• **Data extracted from a collection**:

########################################

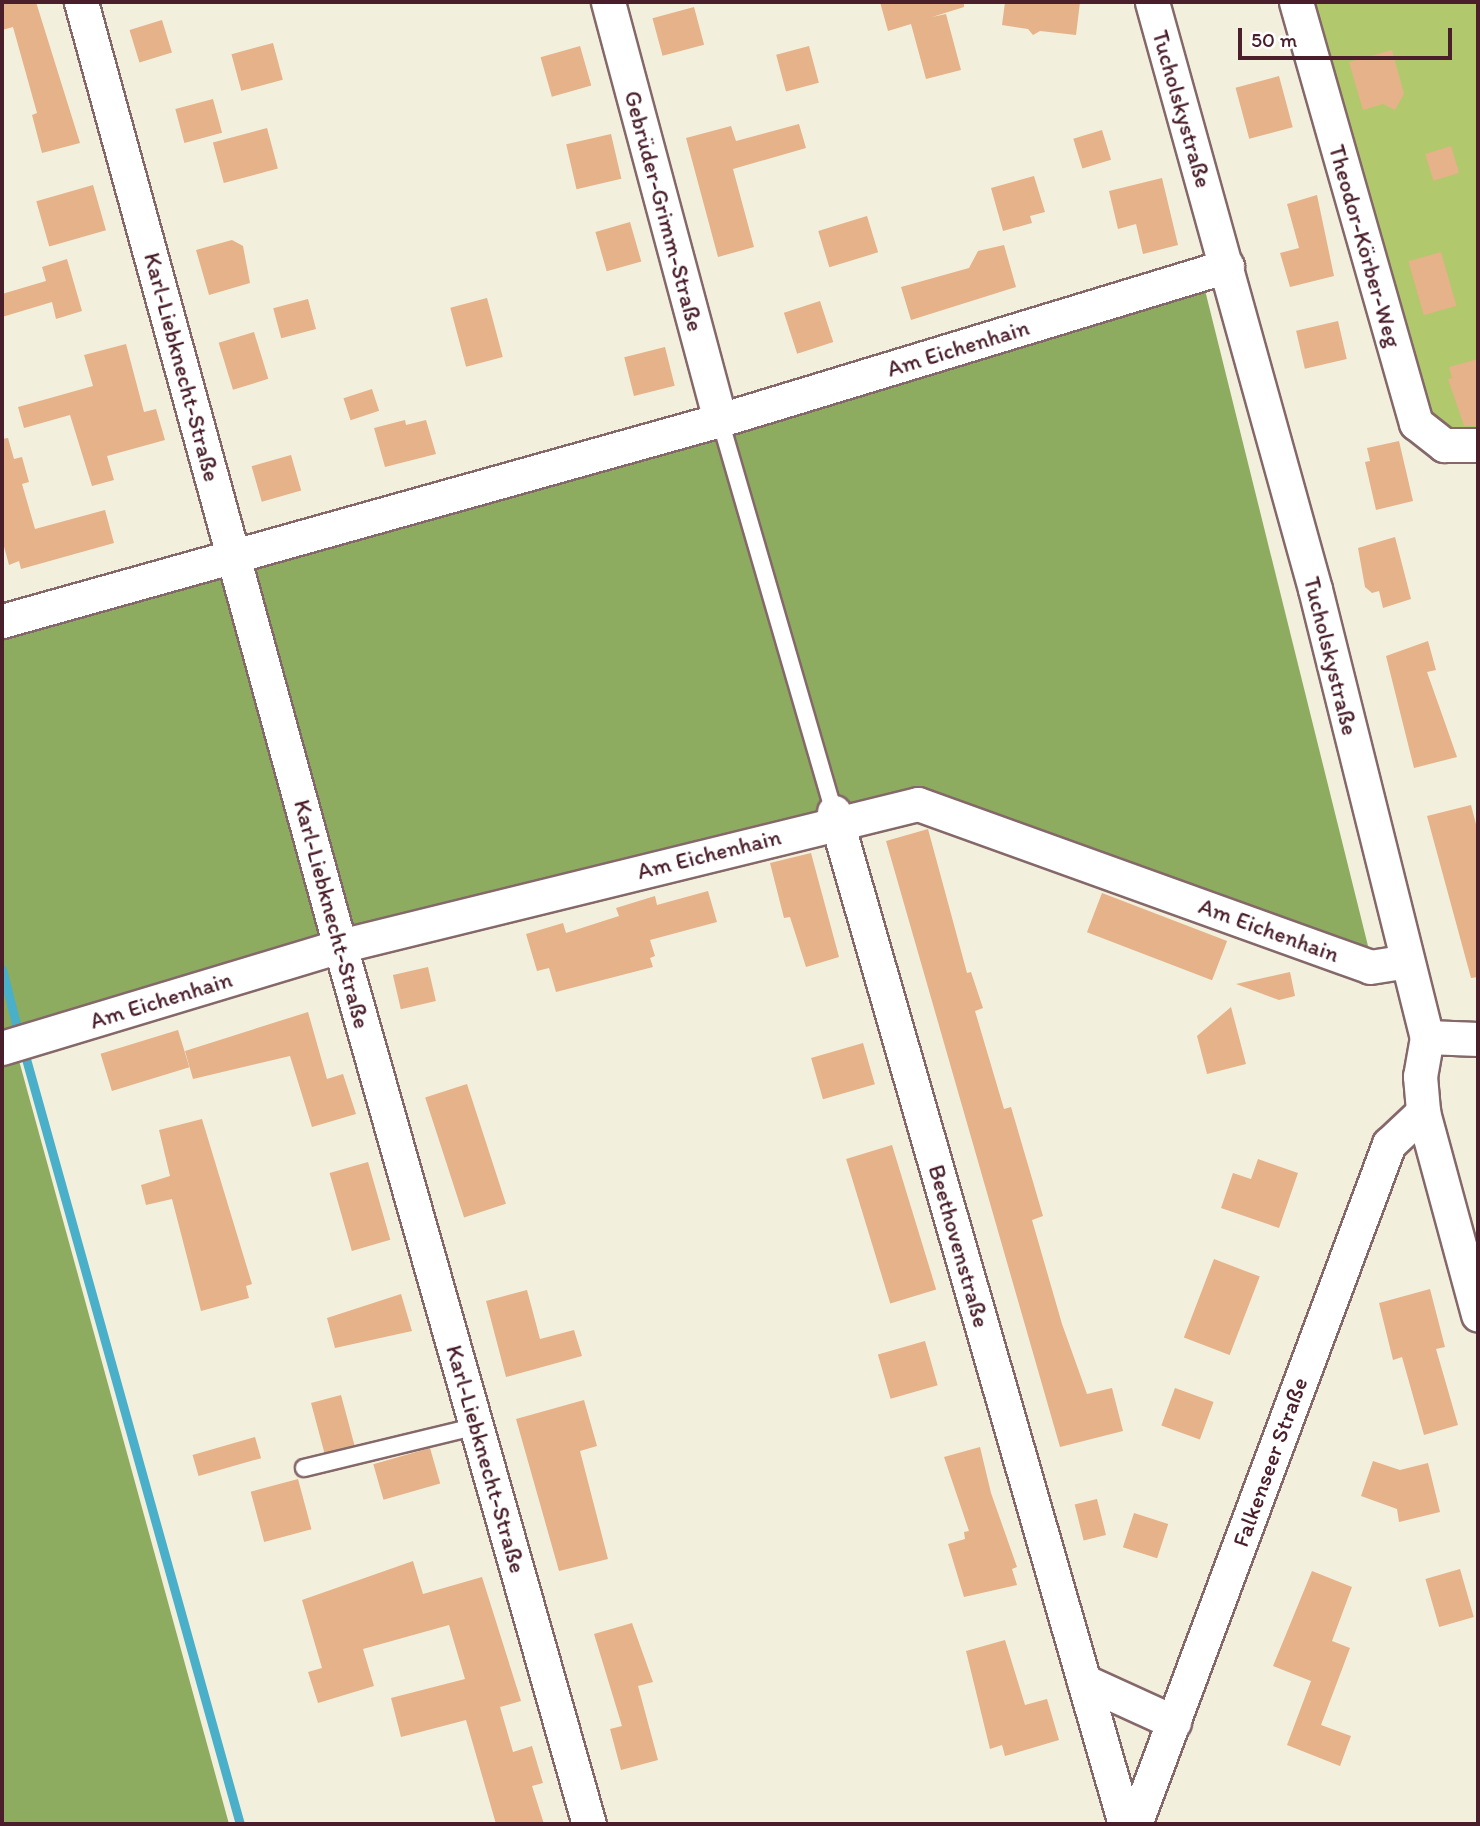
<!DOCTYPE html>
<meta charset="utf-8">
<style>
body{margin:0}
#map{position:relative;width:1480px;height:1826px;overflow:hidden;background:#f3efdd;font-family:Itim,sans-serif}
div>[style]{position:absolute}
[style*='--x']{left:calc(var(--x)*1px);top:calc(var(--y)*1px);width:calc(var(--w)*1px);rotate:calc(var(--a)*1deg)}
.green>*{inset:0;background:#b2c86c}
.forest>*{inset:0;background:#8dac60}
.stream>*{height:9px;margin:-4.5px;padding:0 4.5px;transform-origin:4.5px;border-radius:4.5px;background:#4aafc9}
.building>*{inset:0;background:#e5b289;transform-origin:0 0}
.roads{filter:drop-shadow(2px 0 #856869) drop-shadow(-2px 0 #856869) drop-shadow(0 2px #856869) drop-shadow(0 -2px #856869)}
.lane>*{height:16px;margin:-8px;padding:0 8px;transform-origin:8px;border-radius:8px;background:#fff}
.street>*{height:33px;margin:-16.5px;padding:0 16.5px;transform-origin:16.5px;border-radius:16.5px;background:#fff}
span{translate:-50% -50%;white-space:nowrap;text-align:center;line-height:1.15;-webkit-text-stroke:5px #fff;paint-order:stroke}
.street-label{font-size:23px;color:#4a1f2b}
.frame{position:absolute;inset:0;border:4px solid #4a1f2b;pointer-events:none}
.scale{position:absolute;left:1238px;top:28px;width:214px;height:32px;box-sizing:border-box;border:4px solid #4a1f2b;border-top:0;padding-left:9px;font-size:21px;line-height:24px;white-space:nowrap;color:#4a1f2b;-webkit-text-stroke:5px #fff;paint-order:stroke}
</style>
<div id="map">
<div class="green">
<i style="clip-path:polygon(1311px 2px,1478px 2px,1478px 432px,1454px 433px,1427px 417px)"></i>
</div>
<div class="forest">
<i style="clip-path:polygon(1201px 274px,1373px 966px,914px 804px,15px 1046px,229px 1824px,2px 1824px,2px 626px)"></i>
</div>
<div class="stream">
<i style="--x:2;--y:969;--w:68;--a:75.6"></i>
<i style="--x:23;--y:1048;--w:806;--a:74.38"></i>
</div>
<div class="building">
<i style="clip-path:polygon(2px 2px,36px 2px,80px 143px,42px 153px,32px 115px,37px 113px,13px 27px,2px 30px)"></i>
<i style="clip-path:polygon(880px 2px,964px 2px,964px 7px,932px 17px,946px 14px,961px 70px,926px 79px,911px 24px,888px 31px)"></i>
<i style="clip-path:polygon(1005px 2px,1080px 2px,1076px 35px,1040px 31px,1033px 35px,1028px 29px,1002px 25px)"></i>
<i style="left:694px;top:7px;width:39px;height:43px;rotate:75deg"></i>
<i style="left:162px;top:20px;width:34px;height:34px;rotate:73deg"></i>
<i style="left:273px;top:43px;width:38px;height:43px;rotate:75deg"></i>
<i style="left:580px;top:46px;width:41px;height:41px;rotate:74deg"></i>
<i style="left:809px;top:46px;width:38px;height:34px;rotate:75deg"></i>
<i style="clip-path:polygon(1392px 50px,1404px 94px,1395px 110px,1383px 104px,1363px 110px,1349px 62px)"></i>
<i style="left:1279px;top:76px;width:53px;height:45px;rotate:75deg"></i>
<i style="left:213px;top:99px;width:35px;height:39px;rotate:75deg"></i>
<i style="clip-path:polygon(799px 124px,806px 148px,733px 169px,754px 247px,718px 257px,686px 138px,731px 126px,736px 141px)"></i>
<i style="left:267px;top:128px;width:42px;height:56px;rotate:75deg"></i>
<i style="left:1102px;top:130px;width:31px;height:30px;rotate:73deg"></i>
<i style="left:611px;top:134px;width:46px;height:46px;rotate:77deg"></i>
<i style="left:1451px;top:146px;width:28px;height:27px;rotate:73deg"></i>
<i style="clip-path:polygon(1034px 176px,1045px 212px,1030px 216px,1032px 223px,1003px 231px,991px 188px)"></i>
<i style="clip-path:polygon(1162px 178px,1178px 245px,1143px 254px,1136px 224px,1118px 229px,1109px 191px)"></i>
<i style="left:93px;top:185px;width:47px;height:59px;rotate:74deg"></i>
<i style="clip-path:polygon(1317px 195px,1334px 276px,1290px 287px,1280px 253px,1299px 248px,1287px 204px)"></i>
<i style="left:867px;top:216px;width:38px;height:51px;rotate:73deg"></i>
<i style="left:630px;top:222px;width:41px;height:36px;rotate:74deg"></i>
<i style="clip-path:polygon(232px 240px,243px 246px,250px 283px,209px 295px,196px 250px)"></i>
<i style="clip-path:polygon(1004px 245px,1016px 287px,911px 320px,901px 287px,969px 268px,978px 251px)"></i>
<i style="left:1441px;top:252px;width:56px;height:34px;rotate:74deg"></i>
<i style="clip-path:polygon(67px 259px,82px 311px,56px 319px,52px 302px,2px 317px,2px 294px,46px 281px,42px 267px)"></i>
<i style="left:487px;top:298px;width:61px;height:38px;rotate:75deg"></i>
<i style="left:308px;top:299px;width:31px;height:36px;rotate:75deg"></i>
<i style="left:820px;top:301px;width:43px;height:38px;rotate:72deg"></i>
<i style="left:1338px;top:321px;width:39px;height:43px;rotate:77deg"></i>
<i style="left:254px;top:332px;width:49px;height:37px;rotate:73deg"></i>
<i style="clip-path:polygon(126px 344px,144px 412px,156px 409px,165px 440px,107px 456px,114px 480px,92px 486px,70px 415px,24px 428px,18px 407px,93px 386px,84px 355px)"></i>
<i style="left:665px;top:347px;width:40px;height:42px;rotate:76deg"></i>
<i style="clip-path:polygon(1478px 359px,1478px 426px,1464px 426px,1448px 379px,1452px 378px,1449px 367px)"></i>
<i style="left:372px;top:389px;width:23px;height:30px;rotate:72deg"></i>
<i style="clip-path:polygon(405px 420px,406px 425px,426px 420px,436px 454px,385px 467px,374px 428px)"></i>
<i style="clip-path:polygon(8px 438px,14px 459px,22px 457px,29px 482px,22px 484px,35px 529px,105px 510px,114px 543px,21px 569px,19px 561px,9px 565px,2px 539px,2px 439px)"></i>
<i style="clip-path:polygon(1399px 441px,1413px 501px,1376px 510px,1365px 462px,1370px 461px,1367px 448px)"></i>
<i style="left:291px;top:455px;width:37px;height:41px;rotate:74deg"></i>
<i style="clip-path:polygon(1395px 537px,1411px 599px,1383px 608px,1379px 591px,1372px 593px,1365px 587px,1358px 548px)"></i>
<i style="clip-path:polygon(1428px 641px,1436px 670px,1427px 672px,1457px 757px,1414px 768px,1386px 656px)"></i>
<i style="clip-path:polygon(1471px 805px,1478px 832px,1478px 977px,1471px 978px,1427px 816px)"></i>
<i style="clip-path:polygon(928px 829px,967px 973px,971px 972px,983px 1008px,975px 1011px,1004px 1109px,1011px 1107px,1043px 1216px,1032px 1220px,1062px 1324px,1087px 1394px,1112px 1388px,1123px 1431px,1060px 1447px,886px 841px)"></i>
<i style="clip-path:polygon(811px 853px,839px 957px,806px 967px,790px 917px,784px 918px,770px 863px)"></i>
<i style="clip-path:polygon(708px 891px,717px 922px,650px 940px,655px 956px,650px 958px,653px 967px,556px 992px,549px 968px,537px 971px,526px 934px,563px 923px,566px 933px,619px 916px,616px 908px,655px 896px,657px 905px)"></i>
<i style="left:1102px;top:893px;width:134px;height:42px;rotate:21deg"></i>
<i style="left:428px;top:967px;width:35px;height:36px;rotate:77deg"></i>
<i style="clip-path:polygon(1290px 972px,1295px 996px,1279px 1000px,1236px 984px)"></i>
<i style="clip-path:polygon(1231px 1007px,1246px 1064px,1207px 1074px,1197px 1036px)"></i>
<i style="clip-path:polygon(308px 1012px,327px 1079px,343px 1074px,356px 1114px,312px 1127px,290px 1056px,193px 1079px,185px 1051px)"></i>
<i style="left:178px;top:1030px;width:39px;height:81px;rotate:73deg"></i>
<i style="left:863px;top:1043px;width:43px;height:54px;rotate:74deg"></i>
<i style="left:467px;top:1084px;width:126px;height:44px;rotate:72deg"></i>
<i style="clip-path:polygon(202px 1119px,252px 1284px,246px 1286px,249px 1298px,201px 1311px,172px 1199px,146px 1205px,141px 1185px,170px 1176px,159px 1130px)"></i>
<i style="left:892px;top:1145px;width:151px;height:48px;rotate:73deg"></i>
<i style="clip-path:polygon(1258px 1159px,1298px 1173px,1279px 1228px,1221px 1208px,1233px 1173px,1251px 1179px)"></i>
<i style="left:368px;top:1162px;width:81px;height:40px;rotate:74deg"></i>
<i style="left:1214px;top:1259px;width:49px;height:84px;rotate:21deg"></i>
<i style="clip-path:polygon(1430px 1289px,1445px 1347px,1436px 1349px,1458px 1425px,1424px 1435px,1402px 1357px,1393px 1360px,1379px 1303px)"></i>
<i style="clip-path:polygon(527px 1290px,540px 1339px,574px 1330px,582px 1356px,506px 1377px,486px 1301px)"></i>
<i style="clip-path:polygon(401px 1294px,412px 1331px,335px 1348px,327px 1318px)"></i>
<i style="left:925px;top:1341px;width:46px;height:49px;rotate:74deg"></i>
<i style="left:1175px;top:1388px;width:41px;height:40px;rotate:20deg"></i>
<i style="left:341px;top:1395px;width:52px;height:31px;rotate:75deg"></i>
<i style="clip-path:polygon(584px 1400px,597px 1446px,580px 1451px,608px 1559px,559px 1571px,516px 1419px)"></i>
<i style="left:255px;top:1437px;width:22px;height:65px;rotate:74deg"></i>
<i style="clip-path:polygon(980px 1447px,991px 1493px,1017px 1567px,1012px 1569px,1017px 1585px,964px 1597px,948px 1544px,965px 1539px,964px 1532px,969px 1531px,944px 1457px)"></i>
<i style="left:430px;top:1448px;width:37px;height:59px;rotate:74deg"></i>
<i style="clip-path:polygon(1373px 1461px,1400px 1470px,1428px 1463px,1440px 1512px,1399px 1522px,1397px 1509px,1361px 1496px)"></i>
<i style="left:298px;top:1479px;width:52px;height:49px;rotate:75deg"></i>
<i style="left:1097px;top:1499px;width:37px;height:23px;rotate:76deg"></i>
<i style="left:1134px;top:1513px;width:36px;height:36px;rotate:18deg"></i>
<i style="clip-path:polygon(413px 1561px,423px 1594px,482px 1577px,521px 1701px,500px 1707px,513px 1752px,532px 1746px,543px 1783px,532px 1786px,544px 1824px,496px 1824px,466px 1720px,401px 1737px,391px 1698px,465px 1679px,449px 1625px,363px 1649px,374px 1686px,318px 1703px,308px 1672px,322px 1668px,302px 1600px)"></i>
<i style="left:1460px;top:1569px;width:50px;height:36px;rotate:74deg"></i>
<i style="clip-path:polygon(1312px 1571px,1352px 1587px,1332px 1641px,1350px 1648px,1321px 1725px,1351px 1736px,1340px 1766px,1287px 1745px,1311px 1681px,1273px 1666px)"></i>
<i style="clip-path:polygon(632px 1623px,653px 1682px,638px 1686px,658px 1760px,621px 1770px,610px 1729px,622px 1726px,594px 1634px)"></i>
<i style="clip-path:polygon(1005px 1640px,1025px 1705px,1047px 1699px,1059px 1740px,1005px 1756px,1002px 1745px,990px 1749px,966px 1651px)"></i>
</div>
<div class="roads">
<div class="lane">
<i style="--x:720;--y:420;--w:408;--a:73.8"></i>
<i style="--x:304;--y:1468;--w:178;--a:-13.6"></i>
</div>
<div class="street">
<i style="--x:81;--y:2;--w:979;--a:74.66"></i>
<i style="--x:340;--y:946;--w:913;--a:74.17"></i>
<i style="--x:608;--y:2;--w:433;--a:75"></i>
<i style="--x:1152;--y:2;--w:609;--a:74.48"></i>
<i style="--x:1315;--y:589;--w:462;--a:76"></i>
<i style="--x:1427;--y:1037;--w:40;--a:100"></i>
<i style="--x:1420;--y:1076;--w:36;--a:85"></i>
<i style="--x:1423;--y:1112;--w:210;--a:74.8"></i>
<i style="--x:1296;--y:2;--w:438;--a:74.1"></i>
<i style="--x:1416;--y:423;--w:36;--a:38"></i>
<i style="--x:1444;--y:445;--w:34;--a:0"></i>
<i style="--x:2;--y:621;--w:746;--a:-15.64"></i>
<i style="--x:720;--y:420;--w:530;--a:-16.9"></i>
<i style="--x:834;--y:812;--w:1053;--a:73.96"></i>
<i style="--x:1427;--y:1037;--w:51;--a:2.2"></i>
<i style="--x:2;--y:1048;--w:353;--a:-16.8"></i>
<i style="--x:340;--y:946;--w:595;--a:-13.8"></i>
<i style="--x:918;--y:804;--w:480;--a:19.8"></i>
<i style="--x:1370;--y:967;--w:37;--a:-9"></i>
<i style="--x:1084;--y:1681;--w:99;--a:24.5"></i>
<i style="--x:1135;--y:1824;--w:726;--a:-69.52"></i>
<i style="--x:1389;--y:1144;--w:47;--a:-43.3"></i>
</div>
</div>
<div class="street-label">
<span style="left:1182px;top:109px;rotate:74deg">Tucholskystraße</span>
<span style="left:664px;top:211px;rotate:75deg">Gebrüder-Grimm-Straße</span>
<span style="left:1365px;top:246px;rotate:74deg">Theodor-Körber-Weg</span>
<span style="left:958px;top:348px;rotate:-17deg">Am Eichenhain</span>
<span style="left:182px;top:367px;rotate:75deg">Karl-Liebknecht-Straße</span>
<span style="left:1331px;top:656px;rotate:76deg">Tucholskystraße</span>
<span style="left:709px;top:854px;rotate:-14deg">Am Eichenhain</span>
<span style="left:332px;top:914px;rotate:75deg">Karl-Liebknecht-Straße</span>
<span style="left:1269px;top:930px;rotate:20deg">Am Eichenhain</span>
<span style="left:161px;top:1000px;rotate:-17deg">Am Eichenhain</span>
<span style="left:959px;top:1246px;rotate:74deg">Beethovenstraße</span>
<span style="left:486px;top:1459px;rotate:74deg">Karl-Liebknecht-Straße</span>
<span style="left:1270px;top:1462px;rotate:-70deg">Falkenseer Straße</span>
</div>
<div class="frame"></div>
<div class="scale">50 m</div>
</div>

########################################

Show all of the lines above in which "stream" is present.

.stream>*{height:9px;margin:-4.5px;padding:0 4.5px;transform-origin:4.5px;border-radius:4.5px;background:#4aafc9}
<div class="stream">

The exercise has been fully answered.